Most of the residential complexes in haredi areas are built around large squares, which contain children’s playgrounds and lots of benches for supervising parents and grandparents – and in this respect developers are far more community-conscious than is the case in secular areas.

If Communications Minister Gilad Erdan desists from closing down the IBA, studios and staff will move to the nearby, enlarged IBA headquarters located in the old Shaare Zedek building. Erdan wants to reduce IBA staff by more than half, and this is causing sleepless nights to many IBA employees. At least two of them already know to some extent what lies ahead. This week, Omer Ritte, who for the past 17 years has presented a weekly end-of-day program on Sundays on The Voice of Music station; and Hayuta Dvir, who presented, produced and edited Etnachta live at 5 p.m. on Mondays, each had their swan-song broadcasts. Instead of both their programs, there will be reruns of previously recorded programs. These two programs join others that are disappearing or have already disappeared from program lineups on The Voice of Music.

Over the years, veteran broadcasters and editors on the station have had to wage a hard and neverending struggle to keep their programs on air. Now it seems like just a matter of time before The Voice of Music becomes history.

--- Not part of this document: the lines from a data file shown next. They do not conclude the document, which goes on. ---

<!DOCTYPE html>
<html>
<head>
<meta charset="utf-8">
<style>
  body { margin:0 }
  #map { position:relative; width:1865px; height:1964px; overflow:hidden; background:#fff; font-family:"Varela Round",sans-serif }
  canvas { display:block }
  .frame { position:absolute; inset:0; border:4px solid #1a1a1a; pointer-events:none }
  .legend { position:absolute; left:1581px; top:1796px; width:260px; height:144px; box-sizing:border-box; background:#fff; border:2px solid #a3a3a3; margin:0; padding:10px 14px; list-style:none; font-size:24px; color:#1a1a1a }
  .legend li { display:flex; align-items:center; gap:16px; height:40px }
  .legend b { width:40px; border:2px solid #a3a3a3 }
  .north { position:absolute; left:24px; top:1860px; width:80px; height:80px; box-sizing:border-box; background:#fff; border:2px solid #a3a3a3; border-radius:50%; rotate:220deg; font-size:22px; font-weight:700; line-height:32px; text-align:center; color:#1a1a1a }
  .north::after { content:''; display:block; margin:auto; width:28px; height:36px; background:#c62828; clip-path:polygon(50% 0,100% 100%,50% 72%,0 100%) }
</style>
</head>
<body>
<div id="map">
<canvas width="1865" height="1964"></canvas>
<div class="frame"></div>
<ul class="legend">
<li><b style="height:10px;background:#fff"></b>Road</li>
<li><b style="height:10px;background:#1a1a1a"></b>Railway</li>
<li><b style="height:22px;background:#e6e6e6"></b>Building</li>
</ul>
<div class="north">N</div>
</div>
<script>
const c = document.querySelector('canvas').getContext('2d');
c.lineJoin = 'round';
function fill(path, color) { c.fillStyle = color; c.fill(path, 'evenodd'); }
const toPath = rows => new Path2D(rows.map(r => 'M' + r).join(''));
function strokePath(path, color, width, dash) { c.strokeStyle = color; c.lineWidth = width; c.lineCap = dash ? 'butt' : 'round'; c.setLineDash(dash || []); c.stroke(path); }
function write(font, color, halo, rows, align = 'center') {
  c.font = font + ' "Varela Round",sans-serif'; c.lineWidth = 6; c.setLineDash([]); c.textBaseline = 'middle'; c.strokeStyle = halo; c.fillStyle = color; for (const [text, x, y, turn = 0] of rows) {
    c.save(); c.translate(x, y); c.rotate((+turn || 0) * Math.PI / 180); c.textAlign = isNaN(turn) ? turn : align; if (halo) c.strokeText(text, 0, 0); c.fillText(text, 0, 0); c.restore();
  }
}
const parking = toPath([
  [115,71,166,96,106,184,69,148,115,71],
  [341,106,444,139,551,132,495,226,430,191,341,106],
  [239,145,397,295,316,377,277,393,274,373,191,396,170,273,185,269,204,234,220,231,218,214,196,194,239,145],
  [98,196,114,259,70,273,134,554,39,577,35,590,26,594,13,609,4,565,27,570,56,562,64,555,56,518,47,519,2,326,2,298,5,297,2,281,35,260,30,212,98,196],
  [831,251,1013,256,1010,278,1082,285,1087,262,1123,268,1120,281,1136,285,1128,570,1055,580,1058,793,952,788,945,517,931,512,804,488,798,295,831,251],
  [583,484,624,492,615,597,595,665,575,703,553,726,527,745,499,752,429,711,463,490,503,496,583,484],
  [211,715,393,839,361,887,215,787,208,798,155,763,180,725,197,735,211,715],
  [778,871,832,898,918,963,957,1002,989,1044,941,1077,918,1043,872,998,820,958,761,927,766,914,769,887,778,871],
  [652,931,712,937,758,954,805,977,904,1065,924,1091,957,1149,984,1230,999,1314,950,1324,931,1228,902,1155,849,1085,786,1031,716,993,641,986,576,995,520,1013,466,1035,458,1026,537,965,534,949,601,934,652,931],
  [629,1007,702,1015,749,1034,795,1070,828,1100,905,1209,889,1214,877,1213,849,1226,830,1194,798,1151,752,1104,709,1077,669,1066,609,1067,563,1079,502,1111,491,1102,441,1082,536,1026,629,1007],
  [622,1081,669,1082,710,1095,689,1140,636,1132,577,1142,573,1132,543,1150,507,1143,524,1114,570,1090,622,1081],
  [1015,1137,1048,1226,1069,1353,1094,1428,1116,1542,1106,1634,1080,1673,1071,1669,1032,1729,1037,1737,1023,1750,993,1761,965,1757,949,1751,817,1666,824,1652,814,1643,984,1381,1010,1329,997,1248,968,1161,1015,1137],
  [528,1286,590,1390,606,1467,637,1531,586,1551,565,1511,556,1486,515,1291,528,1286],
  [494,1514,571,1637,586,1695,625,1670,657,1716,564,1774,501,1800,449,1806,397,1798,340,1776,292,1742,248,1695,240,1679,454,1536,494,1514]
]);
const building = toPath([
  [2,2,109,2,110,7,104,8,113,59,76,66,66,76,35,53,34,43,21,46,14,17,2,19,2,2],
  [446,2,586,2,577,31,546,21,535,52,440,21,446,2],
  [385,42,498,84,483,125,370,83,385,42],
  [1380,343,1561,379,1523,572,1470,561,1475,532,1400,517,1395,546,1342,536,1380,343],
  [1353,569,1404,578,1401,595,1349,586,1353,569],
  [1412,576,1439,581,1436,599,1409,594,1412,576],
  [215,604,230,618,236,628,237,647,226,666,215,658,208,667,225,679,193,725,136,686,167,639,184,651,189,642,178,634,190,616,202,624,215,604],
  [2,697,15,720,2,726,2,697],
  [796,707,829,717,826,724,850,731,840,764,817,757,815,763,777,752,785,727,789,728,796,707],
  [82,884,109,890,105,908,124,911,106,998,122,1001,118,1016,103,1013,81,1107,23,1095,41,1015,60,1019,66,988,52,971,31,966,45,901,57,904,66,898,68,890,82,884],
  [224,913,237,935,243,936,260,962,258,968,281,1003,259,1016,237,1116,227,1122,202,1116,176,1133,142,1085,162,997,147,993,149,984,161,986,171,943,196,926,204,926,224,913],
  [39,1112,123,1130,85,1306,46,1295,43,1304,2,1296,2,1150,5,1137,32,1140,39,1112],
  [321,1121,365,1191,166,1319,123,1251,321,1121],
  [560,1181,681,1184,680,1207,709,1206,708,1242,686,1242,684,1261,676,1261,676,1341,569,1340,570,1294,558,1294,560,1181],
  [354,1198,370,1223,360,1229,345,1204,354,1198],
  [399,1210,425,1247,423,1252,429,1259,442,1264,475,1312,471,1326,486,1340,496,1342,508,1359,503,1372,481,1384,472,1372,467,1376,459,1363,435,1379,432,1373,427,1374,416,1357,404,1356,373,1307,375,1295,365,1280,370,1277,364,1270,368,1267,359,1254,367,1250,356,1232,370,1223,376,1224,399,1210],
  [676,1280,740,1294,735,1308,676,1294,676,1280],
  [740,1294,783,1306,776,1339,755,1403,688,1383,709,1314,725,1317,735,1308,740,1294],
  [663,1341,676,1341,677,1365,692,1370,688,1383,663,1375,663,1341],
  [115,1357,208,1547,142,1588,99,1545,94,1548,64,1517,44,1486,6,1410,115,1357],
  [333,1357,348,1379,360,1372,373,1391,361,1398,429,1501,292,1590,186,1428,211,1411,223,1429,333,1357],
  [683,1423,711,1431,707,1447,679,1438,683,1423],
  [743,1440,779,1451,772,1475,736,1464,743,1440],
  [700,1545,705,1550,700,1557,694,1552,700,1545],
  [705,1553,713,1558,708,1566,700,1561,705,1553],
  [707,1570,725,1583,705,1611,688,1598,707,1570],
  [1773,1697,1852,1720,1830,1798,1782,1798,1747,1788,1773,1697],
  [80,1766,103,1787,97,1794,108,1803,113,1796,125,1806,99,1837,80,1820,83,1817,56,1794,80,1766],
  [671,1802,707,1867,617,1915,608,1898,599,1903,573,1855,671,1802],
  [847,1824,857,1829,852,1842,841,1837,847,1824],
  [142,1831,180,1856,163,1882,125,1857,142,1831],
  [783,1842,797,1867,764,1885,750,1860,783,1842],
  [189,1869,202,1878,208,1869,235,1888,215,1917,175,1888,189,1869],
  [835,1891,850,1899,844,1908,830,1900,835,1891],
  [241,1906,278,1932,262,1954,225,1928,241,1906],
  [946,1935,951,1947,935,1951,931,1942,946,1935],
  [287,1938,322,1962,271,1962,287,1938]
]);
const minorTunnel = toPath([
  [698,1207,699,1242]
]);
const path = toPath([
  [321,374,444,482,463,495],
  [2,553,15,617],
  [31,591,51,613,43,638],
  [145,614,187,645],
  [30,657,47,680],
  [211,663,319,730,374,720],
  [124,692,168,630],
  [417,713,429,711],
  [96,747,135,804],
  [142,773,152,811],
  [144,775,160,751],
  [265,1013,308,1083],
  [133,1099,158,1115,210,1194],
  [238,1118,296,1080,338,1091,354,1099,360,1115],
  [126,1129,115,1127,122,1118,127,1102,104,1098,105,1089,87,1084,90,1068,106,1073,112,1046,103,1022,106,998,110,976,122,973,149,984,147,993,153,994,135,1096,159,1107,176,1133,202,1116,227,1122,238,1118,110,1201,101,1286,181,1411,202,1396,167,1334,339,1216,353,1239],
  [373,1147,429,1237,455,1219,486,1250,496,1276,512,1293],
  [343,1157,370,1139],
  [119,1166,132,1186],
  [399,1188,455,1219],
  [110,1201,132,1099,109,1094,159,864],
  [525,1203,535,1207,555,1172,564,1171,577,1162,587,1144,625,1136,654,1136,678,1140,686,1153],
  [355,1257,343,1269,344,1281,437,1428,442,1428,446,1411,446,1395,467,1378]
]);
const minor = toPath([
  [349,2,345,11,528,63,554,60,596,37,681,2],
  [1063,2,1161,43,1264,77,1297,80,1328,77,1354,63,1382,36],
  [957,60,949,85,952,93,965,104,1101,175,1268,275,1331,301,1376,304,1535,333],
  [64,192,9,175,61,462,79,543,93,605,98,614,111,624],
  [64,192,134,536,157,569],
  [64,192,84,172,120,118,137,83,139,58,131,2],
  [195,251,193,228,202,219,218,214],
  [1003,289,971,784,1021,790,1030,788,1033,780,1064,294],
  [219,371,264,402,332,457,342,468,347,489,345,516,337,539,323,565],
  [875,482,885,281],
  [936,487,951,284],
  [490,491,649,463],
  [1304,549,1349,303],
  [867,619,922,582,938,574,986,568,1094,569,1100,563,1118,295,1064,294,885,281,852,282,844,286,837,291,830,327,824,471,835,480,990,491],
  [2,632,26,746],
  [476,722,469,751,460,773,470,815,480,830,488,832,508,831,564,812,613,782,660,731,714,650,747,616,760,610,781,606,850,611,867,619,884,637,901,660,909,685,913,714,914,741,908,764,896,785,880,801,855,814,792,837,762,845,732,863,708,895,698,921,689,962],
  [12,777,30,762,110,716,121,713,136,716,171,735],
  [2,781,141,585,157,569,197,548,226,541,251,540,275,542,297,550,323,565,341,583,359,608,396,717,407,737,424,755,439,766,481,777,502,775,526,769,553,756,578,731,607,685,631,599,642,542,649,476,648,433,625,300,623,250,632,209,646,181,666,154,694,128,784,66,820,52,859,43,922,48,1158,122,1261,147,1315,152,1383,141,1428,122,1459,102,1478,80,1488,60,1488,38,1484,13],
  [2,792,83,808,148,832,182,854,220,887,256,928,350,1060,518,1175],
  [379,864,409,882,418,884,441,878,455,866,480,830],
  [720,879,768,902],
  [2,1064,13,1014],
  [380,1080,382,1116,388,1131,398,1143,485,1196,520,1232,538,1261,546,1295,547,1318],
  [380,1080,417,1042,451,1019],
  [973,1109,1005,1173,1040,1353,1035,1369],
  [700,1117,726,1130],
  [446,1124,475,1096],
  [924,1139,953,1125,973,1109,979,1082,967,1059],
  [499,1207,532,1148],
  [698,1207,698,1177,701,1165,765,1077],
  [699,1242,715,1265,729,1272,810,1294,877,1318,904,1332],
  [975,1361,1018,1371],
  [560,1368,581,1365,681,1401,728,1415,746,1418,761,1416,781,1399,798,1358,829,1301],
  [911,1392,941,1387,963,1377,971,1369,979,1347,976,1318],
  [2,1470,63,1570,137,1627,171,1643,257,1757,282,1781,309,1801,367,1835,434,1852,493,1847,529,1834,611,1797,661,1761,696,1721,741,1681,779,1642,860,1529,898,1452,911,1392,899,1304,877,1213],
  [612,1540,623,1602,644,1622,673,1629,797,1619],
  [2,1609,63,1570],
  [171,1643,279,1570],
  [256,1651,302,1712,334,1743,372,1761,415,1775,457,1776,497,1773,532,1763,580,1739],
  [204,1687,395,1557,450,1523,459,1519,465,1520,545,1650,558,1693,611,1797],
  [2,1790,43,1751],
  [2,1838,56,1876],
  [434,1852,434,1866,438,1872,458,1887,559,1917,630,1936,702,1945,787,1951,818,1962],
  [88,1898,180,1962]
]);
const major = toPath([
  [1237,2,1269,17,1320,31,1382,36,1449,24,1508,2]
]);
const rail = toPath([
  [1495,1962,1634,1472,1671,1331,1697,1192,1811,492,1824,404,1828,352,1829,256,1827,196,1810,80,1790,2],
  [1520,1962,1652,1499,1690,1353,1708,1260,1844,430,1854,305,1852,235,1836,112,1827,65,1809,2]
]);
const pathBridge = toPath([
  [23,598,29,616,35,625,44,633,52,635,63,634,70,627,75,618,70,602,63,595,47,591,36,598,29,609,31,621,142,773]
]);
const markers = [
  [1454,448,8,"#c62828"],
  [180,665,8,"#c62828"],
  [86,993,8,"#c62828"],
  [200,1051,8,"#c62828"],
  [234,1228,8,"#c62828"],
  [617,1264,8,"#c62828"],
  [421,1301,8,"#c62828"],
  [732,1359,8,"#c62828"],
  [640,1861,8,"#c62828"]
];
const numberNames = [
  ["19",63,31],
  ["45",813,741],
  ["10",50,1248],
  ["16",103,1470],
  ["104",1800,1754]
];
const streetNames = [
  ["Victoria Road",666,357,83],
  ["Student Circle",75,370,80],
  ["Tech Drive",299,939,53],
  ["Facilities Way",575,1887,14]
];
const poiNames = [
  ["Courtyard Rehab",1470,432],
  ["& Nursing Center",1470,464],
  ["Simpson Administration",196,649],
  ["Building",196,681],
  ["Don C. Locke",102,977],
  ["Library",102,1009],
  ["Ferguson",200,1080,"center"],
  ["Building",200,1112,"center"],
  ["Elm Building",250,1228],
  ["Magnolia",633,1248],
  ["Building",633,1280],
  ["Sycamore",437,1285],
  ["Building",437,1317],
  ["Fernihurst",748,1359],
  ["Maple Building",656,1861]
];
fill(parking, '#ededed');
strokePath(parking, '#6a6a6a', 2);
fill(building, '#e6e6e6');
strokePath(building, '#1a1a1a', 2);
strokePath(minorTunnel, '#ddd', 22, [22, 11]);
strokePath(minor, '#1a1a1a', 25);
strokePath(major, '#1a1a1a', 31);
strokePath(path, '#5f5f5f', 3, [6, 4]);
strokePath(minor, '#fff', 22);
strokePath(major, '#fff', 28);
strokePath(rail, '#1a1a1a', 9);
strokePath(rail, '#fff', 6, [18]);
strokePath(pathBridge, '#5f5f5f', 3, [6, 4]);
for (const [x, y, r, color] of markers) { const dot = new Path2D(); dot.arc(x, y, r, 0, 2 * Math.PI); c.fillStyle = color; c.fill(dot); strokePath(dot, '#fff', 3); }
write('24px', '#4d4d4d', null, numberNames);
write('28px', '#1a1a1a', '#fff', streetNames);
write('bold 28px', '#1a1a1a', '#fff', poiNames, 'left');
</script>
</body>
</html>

■ WHILE ON the subject of the IBA, Sof Hashavua, a sister publication of the Post, last week ran an interview with Judy Shalom Nir-Mozes, who is married to Minister Silvan Shalom. Nir-Mozes, whose youthful face and figure belie the fact that she is a mother of five in her mid-50s, was asked whether television anchorwoman Geula Even, who recently married Interior Minister Gideon Sa’ar, should continue interviewing politicians.

In Nir-Mozes’s opinion, she should not, because it would represent a conflict of interest. Nir-Mozes, who is a veteran journalist herself, said she gave up interviewing politicians after her husband became a minister.

Nir-Mozes is known for being opinionated and not always in agreement with her husband, even though she supports all that he does. When asked whether it bothers him that she tweets things which might be embarrassing to him, she pointed out that she is an individual in her own right, and that she married Shalom – not Minister Shalom. She never chose to be a minister’s wife, she said, her husband chose to be a minister. Though usually outspoken on most issues, Nir-Mozes was extremely tactful when asked about Prime Minister Binyamin Netanyahu’s wifeSara, and mindful of not saying anything that could damage her husband’s political career.

■ THE VIETNAMESE are very industrious people and very conscientious workers – but they don’t get much of a chance to prove it in Israel. Vietnamese Ambassador Ta Duy Chinh is very frustrated because he would like Vietnamese workers to come to Israel to work in agriculture and in construction.

However, Thailand, which has a very long relationship with Israel, has more or less laid claim to whatever jobs are going for foreign workers in agriculture, and China has the monopoly on building. For all that, according to the ambassador, there are close to 1,000 Vietnamese in Israel who have come on trainee programs. Vietnam and Israel will this year celebrate the 20th anniversary of diplomatic relations.